Do you want to get a pup out of parents that have had OFA Hips/Elbows certified, Eyes Cerfed, EIC Testing done? 

Do you want them out of proven lineage? ie. perform well in the hunt test world? 

If you answered yes on the last 2 (which if you want quality you would answer yes to those 2 questions) you're not gonna find them at a bargain. 

Everyone will tell you the cheapest part of getting a good quality retriever is the price you pay as a puppy. You're looking at a 10 year investment. Don't skimp.

I can show you both ends of the spectrum at my house now.

As someone that cares about the breed, and looking to make the breed better, i really wish people wouldnt support by buying pups from people that aren't using the dogs for what they were intended and aren't doing ALL the health clearances.


----------



## msjjd (Jan 8, 2013)

I paid 400 for mine and he will pickup ducks,doves,bumpers,balls and anything else I train him to retrieve.


----------



## Turkey Trax (Jan 8, 2013)

msjjd said:


> I paid 400 for mine and he will pickup ducks,doves,bumpers,balls and anything else I train him to retrieve.



my wife's half ****zu half schnauzer will do that. and she got her for free at the pound.


----------



## msjjd (Jan 8, 2013)

So what you saying pay 1200 1500 to get a good dog,my point is it doesnt matter what you pay I long as he/she does what you need them to do.


----------



## ngaduck (Jan 8, 2013)

There is a much better chance that a $1500 dog is going to do the job than a $400 dog. Boykins have become a fad. These puppy mills are feeding that fad with dogs that may not be genetically sound, health and performance wise.


----------



## Turkey Trax (Jan 8, 2013)

msjjd said:


> So what you saying pay 1200 1500 to get a good dog,my point is it doesnt matter what you pay I long as he/she does what you need them to do.



No... im saying don't buy a a puppy from a back yard jackleg that has no intentions of insuring proper health clearances on issues that are genetically hurting the breed and are not hunting/testing the dogs but are letting them go by the way of so many other hunting breeds that are becoming harder and harder to find field/working dogs worth a crap. All to save a buck. 

But from someone that's trained boykins and have had a bunch you can tell the difference in the work of one that came from a puppy mill and one that came from the right lineage. You can tell by the way they run, mark, and their trainability.


----------



## willsmon12 (Jan 8, 2013)

I want to purchase the dog to train for duck and dove, and possibly some quail flushing and retrieving as well.  I am not trying to buy from a puppy mill or support malpractice in breeding, but I'm not against buying from a family or individual.  I don't see the problem with family hunting companions being bred at home.


----------



## ngaduck (Jan 8, 2013)

willsmon12 said:


> I want to purchase the dog to train for duck and dove, and possibly some quail flushing and retrieving as well.  I am not trying to buy from a puppy mill or support malpractice in breeding, but I'm not against buying from a family or individual.  I don't see the problem with family hunting companions being bred at home.
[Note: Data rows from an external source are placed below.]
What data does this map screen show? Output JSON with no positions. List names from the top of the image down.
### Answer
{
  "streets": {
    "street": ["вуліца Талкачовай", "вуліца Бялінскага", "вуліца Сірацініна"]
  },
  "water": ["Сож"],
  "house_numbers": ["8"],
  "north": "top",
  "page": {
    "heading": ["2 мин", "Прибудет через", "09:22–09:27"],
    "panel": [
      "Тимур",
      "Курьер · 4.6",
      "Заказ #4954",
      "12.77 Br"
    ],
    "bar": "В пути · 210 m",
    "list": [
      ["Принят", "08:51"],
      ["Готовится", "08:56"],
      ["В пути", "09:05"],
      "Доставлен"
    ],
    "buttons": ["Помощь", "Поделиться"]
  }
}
Most of these litters with hunting backgrounds do come from individuals. There are far more individuals producing top litters than there are "kennels." Every dog that I own has come from individuals. You just have to know where to look and the GON marketplace is not it.


----------



## Hairy Dawg (Jan 8, 2013)

willsmon12 said:


> I want to purchase the dog to train for duck and dove, and possibly some quail flushing and retrieving as well.  I am not trying to buy from a puppy mill or support malpractice in breeding, but I'm not against buying from a family or individual.  I don't see the problem with family hunting companions being bred at home.
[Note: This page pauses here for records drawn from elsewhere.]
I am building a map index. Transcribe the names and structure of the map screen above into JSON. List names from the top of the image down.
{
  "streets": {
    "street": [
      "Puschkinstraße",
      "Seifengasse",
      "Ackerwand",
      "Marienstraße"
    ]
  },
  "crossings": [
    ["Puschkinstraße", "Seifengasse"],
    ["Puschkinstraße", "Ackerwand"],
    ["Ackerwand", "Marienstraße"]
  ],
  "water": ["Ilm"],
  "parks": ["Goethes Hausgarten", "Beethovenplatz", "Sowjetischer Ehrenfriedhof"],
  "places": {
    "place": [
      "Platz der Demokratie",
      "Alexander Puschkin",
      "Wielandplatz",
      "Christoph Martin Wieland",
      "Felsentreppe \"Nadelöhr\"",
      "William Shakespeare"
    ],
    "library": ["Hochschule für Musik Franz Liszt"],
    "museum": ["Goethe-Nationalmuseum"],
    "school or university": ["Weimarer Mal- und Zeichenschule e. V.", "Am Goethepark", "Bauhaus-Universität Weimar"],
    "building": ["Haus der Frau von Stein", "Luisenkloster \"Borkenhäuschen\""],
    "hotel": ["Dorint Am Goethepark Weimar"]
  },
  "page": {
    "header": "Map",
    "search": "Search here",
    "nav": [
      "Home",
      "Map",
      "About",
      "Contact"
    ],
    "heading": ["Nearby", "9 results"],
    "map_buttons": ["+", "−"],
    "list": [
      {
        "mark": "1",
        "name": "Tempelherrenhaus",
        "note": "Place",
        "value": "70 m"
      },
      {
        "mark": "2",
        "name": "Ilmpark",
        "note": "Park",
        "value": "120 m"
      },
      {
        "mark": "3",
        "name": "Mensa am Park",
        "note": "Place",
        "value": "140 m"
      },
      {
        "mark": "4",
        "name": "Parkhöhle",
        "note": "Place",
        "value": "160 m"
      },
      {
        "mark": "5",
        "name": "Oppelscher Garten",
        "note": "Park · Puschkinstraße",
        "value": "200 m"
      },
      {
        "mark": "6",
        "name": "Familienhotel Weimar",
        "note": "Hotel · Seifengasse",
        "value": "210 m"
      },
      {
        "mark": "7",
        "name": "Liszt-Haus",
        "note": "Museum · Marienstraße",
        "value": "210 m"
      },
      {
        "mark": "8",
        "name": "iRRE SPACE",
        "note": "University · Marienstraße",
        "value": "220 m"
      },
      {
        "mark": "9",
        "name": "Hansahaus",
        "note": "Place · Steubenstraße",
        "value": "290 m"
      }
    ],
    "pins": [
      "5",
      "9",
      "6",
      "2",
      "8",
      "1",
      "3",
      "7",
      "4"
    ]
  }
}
As long as both parents have had health clearances, you should be ok. Titled parents, even better. Boykins have a history of having eye problems, hip dysplasya, as well as EIC. If any one of these problems show up in a pup you buy, it will make the initial cost of the pup look like chump change. The advise given to you is for YOUR protection. As mentioned before, you're looking at a 10+ year investment. Now, ngaduck is in the high range for one with health clearances & titled parents, but $400 most likely won't get you there either. My guess is that you will need to realistically look in the $800 - $1200 range, although it may be possible to find one a little bit cheaper. Top end pups are going for $2500-$3000.


----------



## bkl021475 (Jan 8, 2013)

msjjd said:


> I paid 400 for mine and he will pickup ducks,doves,bumpers,balls and anything else I train him to retrieve.



I had a cat that would do that, true story!


----------



## auburn35 (Jan 8, 2013)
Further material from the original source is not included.